Autoencoders: A Comprehensive Guide

10 min readAug 6, 2021

The term “autoencoder” has been frequently mentioned in many artificial intelligence-related research papers, journals, and dissertations over the recent years. Since the 2010s, some of the most powerful AI models have autoencoders stacked deep within. Introduced in 1980, autoencoders are an unsupervised learning technique for neural networks that can learn from an unlabeled training set.

Contents:
How do Autoencoders work?
Autoencoder Hyperparameters
Autoencoder Variants
Autoencoder Applications
Adversarial Autoencoders
Autoencoders in Natural Language Processing
Conclusion

This post serves as a guide on autoencoders, their variations, and their applications.

How do Autoencoders work?

Autoencoder networks learn to compress data from the input layer into a shorter format, and then un-compress that code into whatever format best matches the original input. In this copying-like task, autoencoders are typically forced to reconstruct the input approximately, preserving only the most relevant aspects of the data in the copy. Multiple autoencoders can be involved in this process.

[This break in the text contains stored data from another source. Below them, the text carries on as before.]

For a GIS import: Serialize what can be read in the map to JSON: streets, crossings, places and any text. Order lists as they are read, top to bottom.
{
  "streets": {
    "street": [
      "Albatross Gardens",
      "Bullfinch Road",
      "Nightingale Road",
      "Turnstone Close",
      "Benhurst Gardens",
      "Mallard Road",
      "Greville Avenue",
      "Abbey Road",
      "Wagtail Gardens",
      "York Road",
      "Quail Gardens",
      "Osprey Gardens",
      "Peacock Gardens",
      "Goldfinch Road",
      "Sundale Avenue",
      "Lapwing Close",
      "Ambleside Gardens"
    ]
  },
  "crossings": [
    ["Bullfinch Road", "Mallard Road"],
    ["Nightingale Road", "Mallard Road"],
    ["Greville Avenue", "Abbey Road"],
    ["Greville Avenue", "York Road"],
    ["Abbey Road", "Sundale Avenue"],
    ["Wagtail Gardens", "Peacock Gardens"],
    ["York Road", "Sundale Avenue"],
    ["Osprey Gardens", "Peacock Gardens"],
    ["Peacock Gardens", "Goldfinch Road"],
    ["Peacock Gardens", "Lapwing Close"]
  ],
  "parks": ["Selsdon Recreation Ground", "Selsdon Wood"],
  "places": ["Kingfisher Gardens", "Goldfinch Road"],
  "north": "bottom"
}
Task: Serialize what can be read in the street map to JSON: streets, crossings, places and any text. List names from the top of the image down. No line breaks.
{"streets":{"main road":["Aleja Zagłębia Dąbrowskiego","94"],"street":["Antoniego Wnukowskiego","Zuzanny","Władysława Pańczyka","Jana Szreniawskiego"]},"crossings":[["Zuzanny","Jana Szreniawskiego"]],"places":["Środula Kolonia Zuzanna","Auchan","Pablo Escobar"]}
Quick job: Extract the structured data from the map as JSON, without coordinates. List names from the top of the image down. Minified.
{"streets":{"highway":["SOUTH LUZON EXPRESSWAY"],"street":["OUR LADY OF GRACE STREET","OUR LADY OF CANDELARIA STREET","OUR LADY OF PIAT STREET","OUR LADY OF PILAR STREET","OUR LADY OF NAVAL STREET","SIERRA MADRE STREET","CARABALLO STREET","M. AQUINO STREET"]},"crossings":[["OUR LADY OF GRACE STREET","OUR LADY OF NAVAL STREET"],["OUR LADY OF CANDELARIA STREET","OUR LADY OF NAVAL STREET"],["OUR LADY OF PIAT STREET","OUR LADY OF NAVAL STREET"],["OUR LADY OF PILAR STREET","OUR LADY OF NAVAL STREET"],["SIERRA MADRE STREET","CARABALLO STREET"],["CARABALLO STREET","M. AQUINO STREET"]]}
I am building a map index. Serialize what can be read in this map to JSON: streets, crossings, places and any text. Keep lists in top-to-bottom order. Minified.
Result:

Let's consider this task using an example. The first autoencoder process will learn to encode external features like the casing of a system unit, while the second analyzes the output of the first layer to encode less obvious features such as dimensions of the motherboard. Then the third encodes a monitor and so on until the final autoencoder encodes the whole image into a code that matches the image of a “computer.”

Autoencoders can also be used for generative modeling. For example, if a system is manually given the codes it learned for wheels and plants, it could generate an image of a plant moving on wheels, even though it has never processed such an image.

Core Architecture

An autoencoder comprises of three parts:

Encoder- maps the input into the code.
Code (Encoded Layer)- This part of the network represents the compressed input that is fed to the decoder.
Decoder- maps the code to a reconstruction of the input.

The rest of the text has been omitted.